- _What you will do_: For this task, retype the records below exactly.

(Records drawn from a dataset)
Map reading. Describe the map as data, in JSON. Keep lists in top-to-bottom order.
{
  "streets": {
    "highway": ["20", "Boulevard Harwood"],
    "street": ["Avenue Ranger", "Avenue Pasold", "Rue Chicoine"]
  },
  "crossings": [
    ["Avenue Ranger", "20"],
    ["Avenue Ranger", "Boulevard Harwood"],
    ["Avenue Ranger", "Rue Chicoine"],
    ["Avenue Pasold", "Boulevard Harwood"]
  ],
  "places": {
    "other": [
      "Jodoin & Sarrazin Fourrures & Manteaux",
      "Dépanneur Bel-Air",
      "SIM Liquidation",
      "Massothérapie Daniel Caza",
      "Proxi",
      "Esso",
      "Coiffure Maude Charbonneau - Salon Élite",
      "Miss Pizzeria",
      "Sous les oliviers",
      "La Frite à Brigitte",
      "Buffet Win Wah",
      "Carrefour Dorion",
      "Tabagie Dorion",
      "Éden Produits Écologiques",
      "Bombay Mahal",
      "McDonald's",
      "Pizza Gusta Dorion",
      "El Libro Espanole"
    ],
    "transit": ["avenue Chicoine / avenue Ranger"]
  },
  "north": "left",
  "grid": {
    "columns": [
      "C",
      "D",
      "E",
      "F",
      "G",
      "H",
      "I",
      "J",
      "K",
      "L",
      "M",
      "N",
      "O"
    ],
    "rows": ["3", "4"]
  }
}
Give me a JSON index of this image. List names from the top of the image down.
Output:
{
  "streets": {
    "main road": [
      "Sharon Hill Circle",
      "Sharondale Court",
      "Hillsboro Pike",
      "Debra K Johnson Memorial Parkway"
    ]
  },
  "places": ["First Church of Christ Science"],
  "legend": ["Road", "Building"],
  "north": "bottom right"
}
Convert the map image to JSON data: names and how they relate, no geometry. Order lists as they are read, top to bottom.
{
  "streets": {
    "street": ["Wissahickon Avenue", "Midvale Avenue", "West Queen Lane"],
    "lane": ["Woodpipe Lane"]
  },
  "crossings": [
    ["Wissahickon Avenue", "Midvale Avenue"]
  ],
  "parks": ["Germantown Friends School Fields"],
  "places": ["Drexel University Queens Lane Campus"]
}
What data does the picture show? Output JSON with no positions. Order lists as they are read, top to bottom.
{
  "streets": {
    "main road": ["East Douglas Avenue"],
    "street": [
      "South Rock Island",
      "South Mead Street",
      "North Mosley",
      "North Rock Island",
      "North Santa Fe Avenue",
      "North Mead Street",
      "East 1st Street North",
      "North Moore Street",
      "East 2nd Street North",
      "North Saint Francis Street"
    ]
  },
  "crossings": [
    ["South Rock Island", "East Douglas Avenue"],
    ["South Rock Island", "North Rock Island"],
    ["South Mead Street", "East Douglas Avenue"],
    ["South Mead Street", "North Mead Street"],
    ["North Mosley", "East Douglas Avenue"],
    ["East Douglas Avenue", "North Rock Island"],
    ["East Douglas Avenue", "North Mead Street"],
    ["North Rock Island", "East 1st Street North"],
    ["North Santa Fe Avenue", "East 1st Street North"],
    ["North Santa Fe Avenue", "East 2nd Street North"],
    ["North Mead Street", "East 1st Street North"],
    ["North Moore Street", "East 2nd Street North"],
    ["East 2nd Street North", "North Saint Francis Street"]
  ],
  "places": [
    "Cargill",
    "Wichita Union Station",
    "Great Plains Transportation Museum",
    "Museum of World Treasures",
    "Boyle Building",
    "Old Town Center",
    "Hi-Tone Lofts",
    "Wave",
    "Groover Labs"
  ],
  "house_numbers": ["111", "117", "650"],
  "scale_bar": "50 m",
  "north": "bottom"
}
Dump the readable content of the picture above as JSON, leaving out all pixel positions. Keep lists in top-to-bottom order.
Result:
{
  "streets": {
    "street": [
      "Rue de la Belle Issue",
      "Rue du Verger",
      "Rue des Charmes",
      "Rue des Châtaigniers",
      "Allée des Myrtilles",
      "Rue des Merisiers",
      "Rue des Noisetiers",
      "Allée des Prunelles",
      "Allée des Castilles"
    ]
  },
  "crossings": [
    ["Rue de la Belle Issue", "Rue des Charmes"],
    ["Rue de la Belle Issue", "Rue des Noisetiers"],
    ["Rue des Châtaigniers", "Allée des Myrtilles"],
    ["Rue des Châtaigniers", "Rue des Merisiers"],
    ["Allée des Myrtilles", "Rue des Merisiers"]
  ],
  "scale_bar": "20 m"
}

- _Result_:
Map reading. Describe the map as data, in JSON. Keep lists in top-to-bottom order.
{
  "streets": {
    "highway": ["20", "Boulevard Harwood"],
    "street": ["Avenue Ranger", "Avenue Pasold", "Rue Chicoine"]
  },
  "crossings": [
    ["Avenue Ranger", "20"],
    ["Avenue Ranger", "Boulevard Harwood"],
    ["Avenue Ranger", "Rue Chicoine"],
    ["Avenue Pasold", "Boulevard Harwood"]
  ],
  "places": {
    "other": [
      "Jodoin & Sarrazin Fourrures & Manteaux",
      "Dépanneur Bel-Air",
      "SIM Liquidation",
      "Massothérapie Daniel Caza",
      "Proxi",
      "Esso",
      "Coiffure Maude Charbonneau - Salon Élite",
      "Miss Pizzeria",
      "Sous les oliviers",
      "La Frite à Brigitte",
      "Buffet Win Wah",
      "Carrefour Dorion",
      "Tabagie Dorion",
      "Éden Produits Écologiques",
      "Bombay Mahal",
      "McDonald's",
      "Pizza Gusta Dorion",
      "El Libro Espanole"
    ],
    "transit": ["avenue Chicoine / avenue Ranger"]
  },
  "north": "left",
  "grid": {
    "columns": [
      "C",
      "D",
      "E",
      "F",
      "G",
      "H",
      "I",
      "J",
      "K",
      "L",
      "M",
      "N",
      "O"
    ],
    "rows": ["3", "4"]
  }
}
Give me a JSON index of this image. List names from the top of the image down.
Output:
{
  "streets": {
    "main road": [
      "Sharon Hill Circle",
      "Sharondale Court",
      "Hillsboro Pike",
      "Debra K Johnson Memorial Parkway"
    ]
  },
  "places": ["First Church of Christ Science"],
  "legend": ["Road", "Building"],
  "north": "bottom right"
}
Convert the map image to JSON data: names and how they relate, no geometry. Order lists as they are read, top to bottom.
{
  "streets": {
    "street": ["Wissahickon Avenue", "Midvale Avenue", "West Queen Lane"],
    "lane": ["Woodpipe Lane"]
  },
  "crossings": [
    ["Wissahickon Avenue", "Midvale Avenue"]
  ],
  "parks": ["Germantown Friends School Fields"],
  "places": ["Drexel University Queens Lane Campus"]
}
What data does the picture show? Output JSON with no positions. Order lists as they are read, top to bottom.
{
  "streets": {
    "main road": ["East Douglas Avenue"],
    "street": [
      "South Rock Island",
      "South Mead Street",
      "North Mosley",
      "North Rock Island",
      "North Santa Fe Avenue",
      "North Mead Street",
      "East 1st Street North",
      "North Moore Street",
      "East 2nd Street North",
      "North Saint Francis Street"
    ]
  },
  "crossings": [
    ["South Rock Island", "East Douglas Avenue"],
    ["South Rock Island", "North Rock Island"],
    ["South Mead Street", "East Douglas Avenue"],
    ["South Mead Street", "North Mead Street"],
    ["North Mosley", "East Douglas Avenue"],
    ["East Douglas Avenue", "North Rock Island"],
    ["East Douglas Avenue", "North Mead Street"],
    ["North Rock Island", "East 1st Street North"],
    ["North Santa Fe Avenue", "East 1st Street North"],
    ["North Santa Fe Avenue", "East 2nd Street North"],
    ["North Mead Street", "East 1st Street North"],
    ["North Moore Street", "East 2nd Street North"],
    ["East 2nd Street North", "North Saint Francis Street"]
  ],
  "places": [
    "Cargill",
    "Wichita Union Station",
    "Great Plains Transportation Museum",
    "Museum of World Treasures",
    "Boyle Building",
    "Old Town Center",
    "Hi-Tone Lofts",
    "Wave",
    "Groover Labs"
  ],
  "house_numbers": ["111", "117", "650"],
  "scale_bar": "50 m",
  "north": "bottom"
}
Dump the readable content of the picture above as JSON, leaving out all pixel positions. Keep lists in top-to-bottom order.
Result:
{
  "streets": {
    "street": [
      "Rue de la Belle Issue",
      "Rue du Verger",
      "Rue des Charmes",
      "Rue des Châtaigniers",
      "Allée des Myrtilles",
      "Rue des Merisiers",
      "Rue des Noisetiers",
      "Allée des Prunelles",
      "Allée des Castilles"
    ]
  },
  "crossings": [
    ["Rue de la Belle Issue", "Rue des Charmes"],
    ["Rue de la Belle Issue", "Rue des Noisetiers"],
    ["Rue des Châtaigniers", "Allée des Myrtilles"],
    ["Rue des Châtaigniers", "Rue des Merisiers"],
    ["Allée des Myrtilles", "Rue des Merisiers"]
  ],
  "scale_bar": "20 m"
}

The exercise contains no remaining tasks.